[[ Provided data, beginning ]]

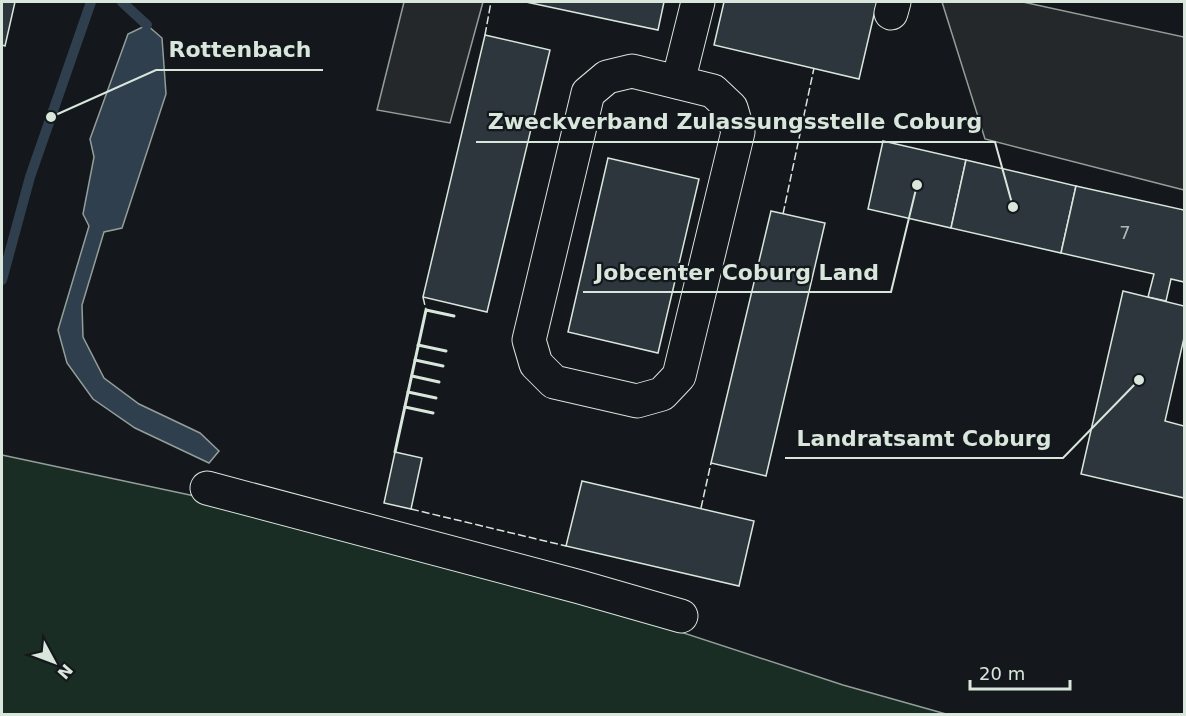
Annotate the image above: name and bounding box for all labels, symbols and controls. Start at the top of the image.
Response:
callout: Rottenbach [156,30,323,70]
text: Rottenbach [169,37,311,62]
callout: Zweckverband Zulassungsstelle Coburg [476,102,995,142]
text: Zweckverband Zulassungsstelle Coburg [488,109,982,134]
house number: 7 [1119,222,1131,243]
callout: Jobcenter Coburg Land [583,252,891,292]
text: Jobcenter Coburg Land [593,260,879,285]
callout: Landratsamt Coburg [785,418,1063,458]
text: Landratsamt Coburg [797,426,1051,451]
north arrow [24,632,84,692]
scale bar [970,653,1070,691]
text: N [53,660,77,683]
text: 20 m [979,663,1025,684]

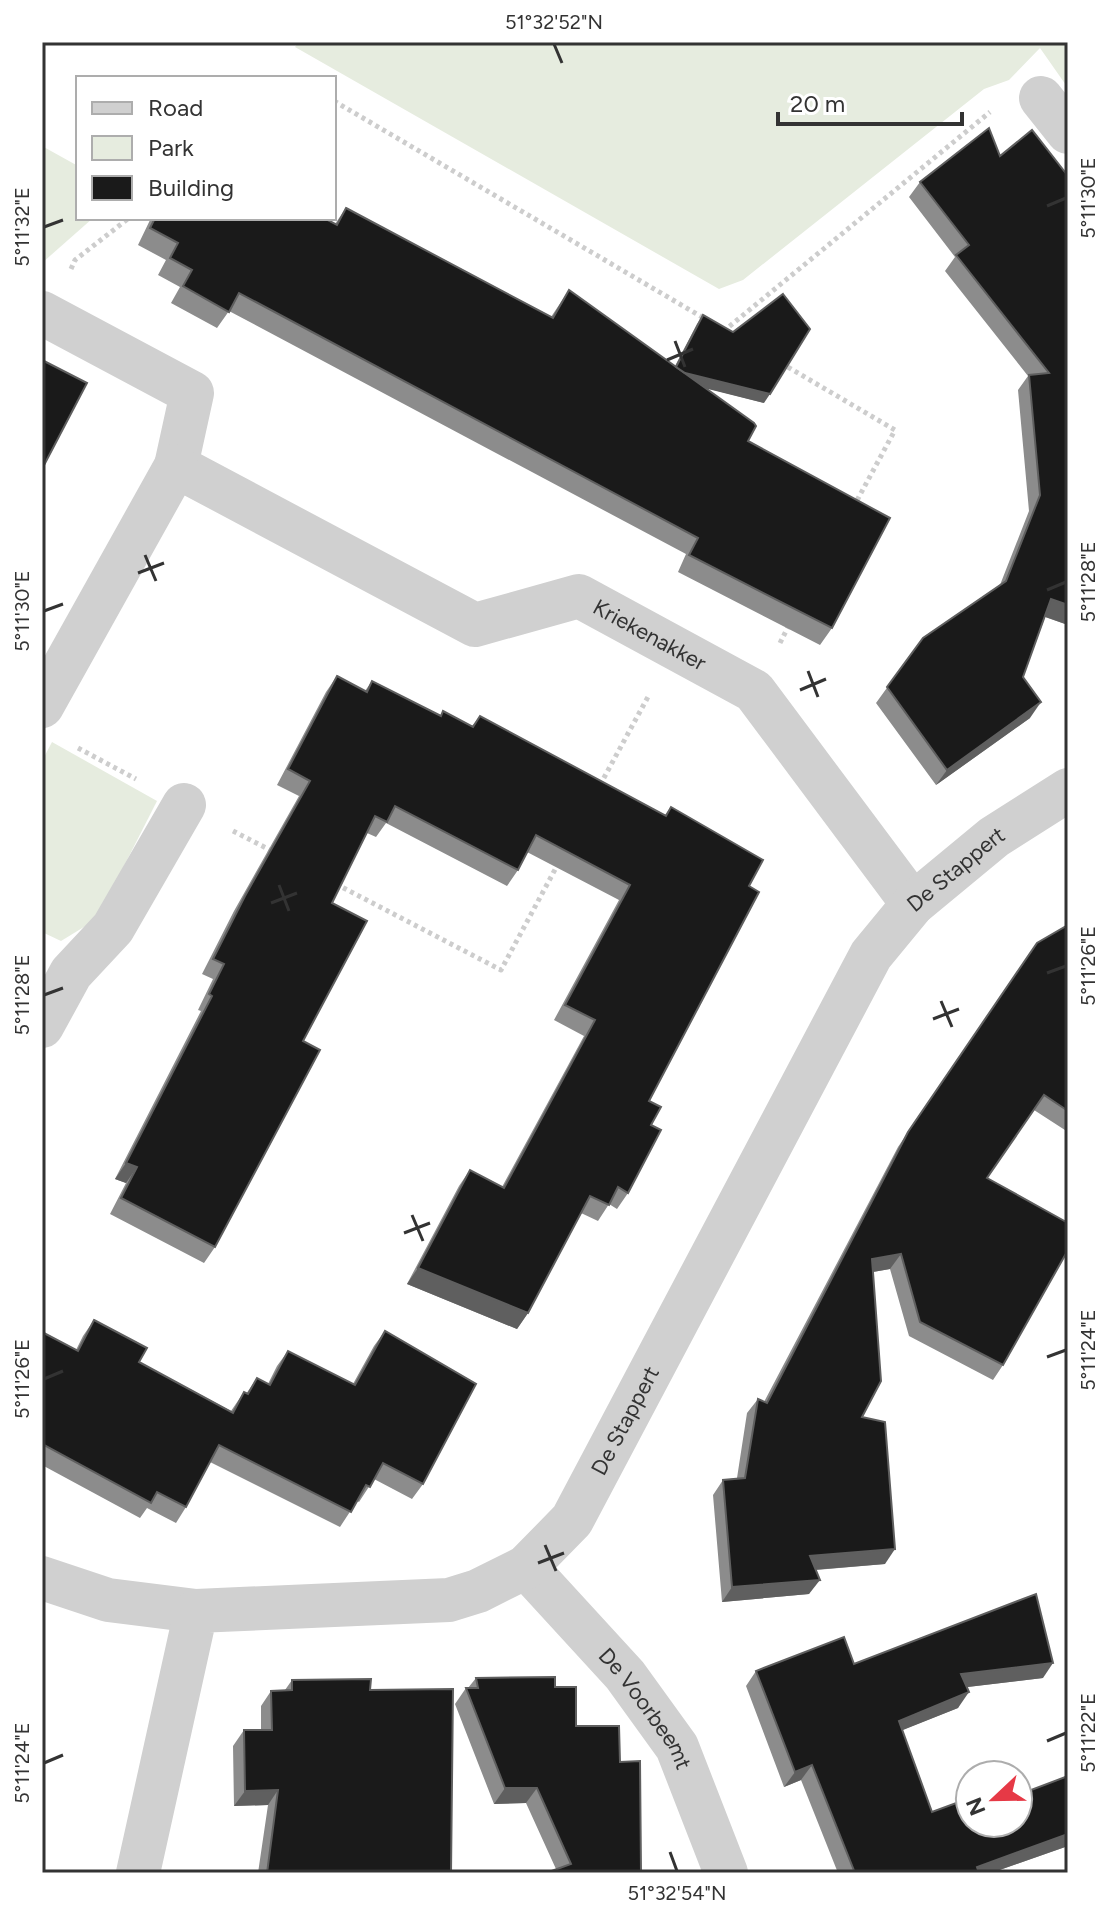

[[ Provided data, end ]]

Your task is to retype the records above in full and exactly, omitting the pictures.

Annotate the image above: name and bounding box for all labels, symbols and controls. Start at the top of the image.
Response:
callout: Rottenbach [156,30,323,70]
text: Rottenbach [169,37,311,62]
callout: Zweckverband Zulassungsstelle Coburg [476,102,995,142]
text: Zweckverband Zulassungsstelle Coburg [488,109,982,134]
house number: 7 [1119,222,1131,243]
callout: Jobcenter Coburg Land [583,252,891,292]
text: Jobcenter Coburg Land [593,260,879,285]
callout: Landratsamt Coburg [785,418,1063,458]
text: Landratsamt Coburg [797,426,1051,451]
north arrow [24,632,84,692]
scale bar [970,653,1070,691]
text: N [53,660,77,683]
text: 20 m [979,663,1025,684]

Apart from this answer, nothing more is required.